‘An old popish Booke of homilies’: a Carthusian incunable
The myrroure of the blessed lyf of Jhesu Cryste was a highly influential English translation of the Meditationes vitae Christi, a tract attributed to St Bonaventure in the Middle Ages, but now regarded as the work of the fourteenth-century Franciscan Johannes de Caulibus. Its translator was Nicholas Love, the prior of the Charterhouse of Mount Grace in Yorkshire. A gospel harmony filled with didactic asides designed to counter Lollard doctrines, it was approved by Archbishop Arundel for ‘the edification of the faithful and the confutation of heretics’ in 1411. This imperfect copy, lacking a title page and the first gathering, has been annotated in a later hand: ‘An old popish Booke of homilies for every day of the weeke wth figures, in ye raign of H. 8’. By the late seventeenth century, incunabula, books published in ‘the cradle of printing’ had become the subject of as much antiquarian interest as ancient manuscripts.
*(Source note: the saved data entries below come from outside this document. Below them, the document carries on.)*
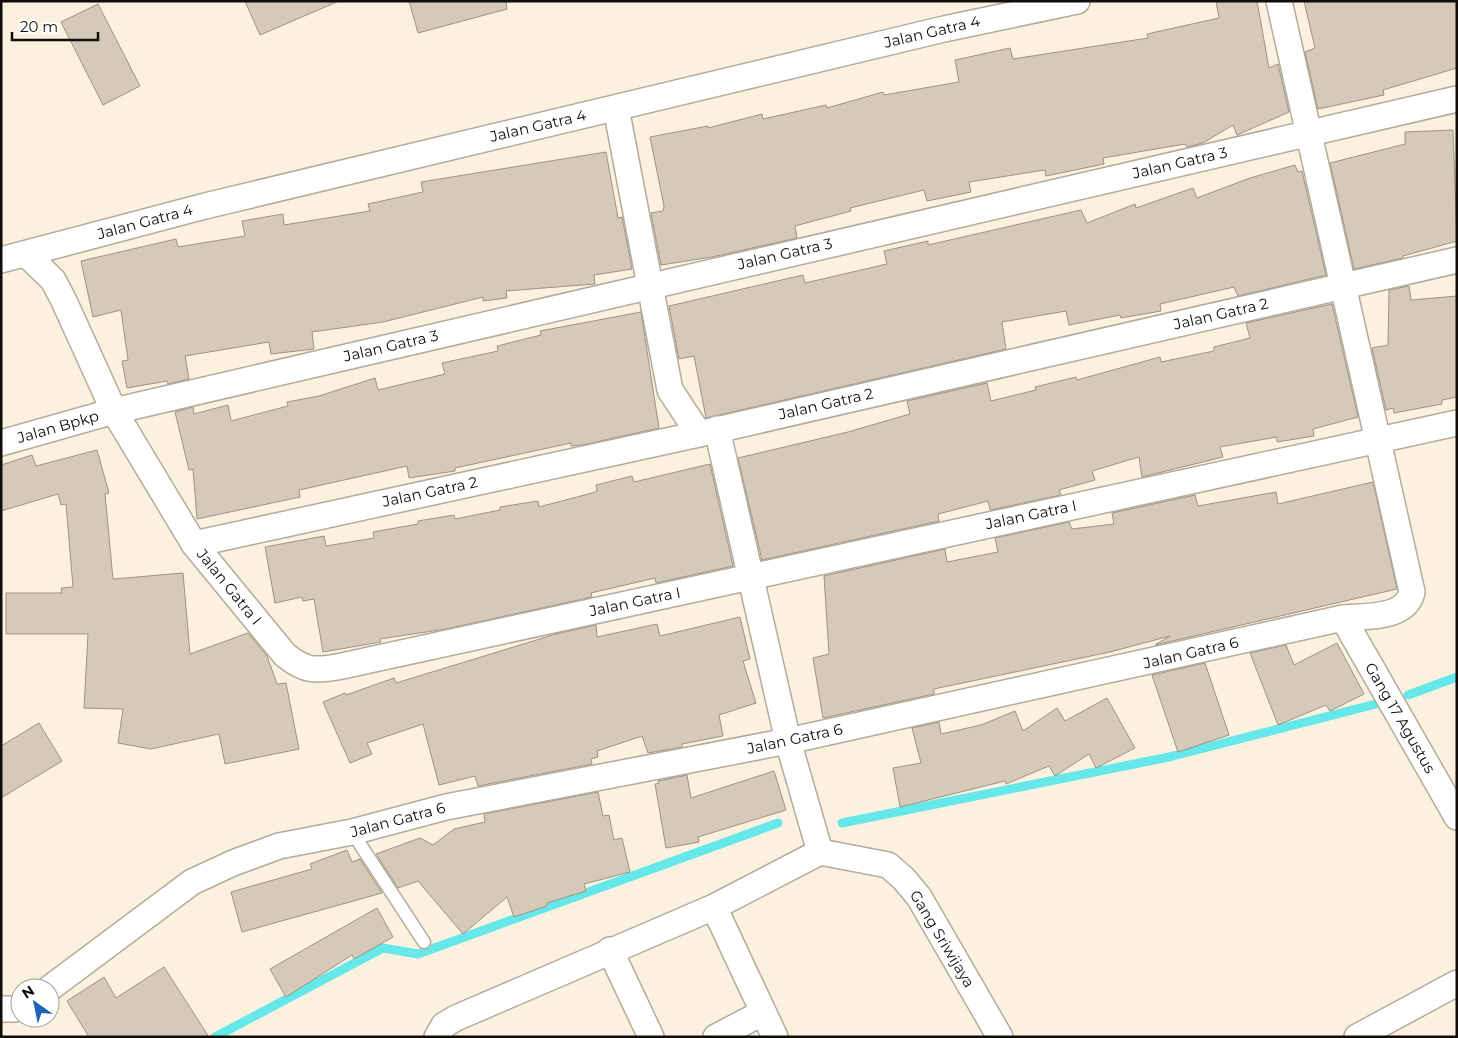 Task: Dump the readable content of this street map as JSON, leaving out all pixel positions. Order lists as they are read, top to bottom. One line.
{"streets":{"street":["Jalan Gatra 4","Jalan Gatra 3","Jalan Gatra 2","Jalan Bpkp","Jalan Gatra I","Jalan Gatra 6","Gang 17 Agustus","Gang Sriwijaya"]},"crossings":[["Jalan Gatra 4","Jalan Gatra I"],["Jalan Gatra 3","Jalan Bpkp"],["Jalan Gatra 3","Jalan Gatra I"],["Jalan Gatra 3","Jalan Gatra 6"],["Jalan Gatra 2","Jalan Gatra I"],["Jalan Gatra 2","Jalan Gatra 6"],["Jalan Bpkp","Jalan Gatra I"],["Jalan Gatra I","Jalan Gatra 6"],["Jalan Gatra 6","Gang 17 Agustus"]],"scale_bar":"20 m","north":"top left"} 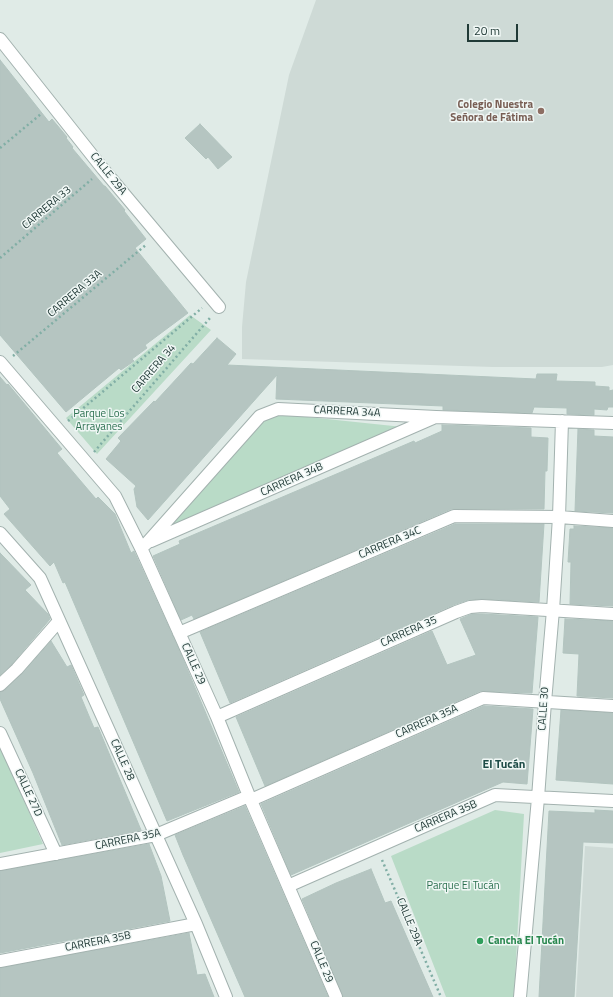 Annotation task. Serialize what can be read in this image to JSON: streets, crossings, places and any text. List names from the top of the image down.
{
  "streets": {
    "street": [
      "CALLE 29A",
      "CARRERA 34A",
      "CARRERA 34B",
      "CARRERA 34C",
      "CARRERA 35",
      "CALLE 29",
      "CALLE 30",
      "CARRERA 35A",
      "CALLE 28",
      "CALLE 27D",
      "CARRERA 35B"
    ],
    "path": ["CARRERA 33", "CARRERA 33A", "CARRERA 34"]
  },
  "crossings": [
    ["CALLE 29A", "CARRERA 33"],
    ["CALLE 29A", "CARRERA 33A"],
    ["CALLE 29A", "CARRERA 34"],
    ["CALLE 29A", "CARRERA 35B"],
    ["CARRERA 33A", "CALLE 29"],
    ["CARRERA 34", "CALLE 29"],
    ["CARRERA 34A", "CARRERA 34B"],
    ["CARRERA 34A", "CALLE 29"],
    ["CARRERA 34A", "CALLE 30"],
    ["CARRERA 34B", "CALLE 29"],
    ["CARRERA 34C", "CALLE 29"],
    ["CARRERA 34C", "CALLE 30"],
    ["CARRERA 35", "CALLE 29"],
    ["CARRERA 35", "CALLE 30"],
    ["CALLE 29", "CARRERA 35A"],
    ["CALLE 29", "CARRERA 35B"],
    ["CALLE 30", "CARRERA 35A"],
    ["CALLE 30", "CARRERA 35B"],
    ["CARRERA 35A", "CALLE 28"],
    ["CARRERA 35A", "CALLE 27D"],
    ["CALLE 28", "CARRERA 35B"]
  ],
  "districts": ["El Tucán"],
  "parks": ["Parque Los Arrayanes", "Parque El Tucán"],
  "places": ["Colegio Nuestra Señora de Fátima", "Cancha El Tucán"],
  "scale_bar": "20 m"
} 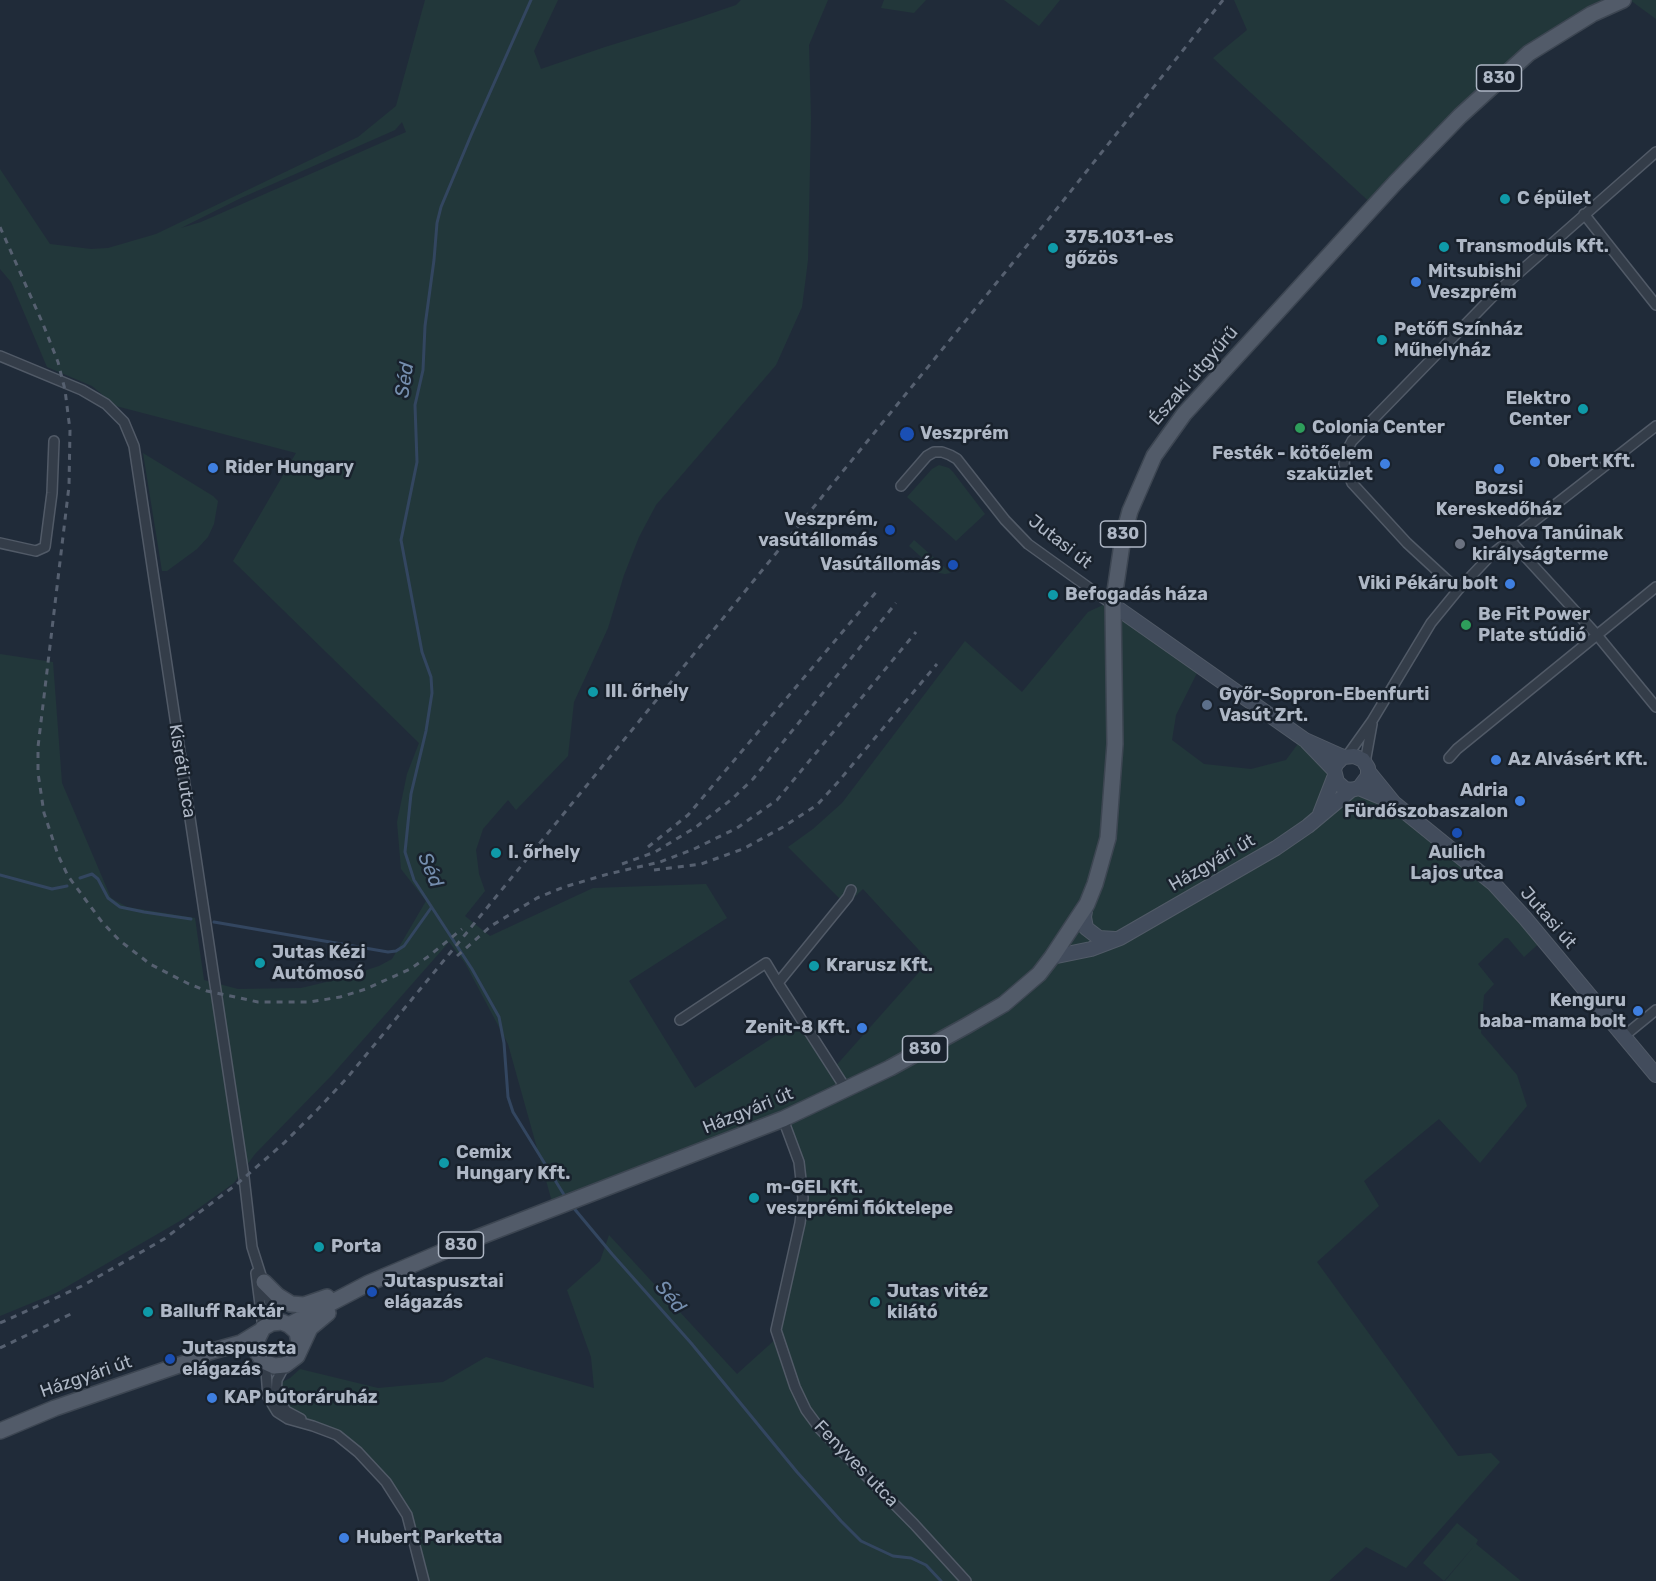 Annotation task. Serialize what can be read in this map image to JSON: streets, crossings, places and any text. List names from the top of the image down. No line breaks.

Avidly collected by bibliophiles, they were kept alongside fossils and medals as curiosities. For some earlier Protestants, literary remnants of the Catholic past were sources of danger. Here the Myrrour’s ‘popish’ origins are observed with no more than mild irritation. The annotator’s estimated date is mistaken, as the book was printed in 1494. AW
[The myrroure of the blessyd lyf of Jhesu Cryste], trans. Nicholas Love ([London]: Richard Pynson, [1494]), verso of front fly leaf and sig. b8v, showing Elizabeth, mother of John the Baptist, touching the pregnant belly of her cousin the Virgin Mary.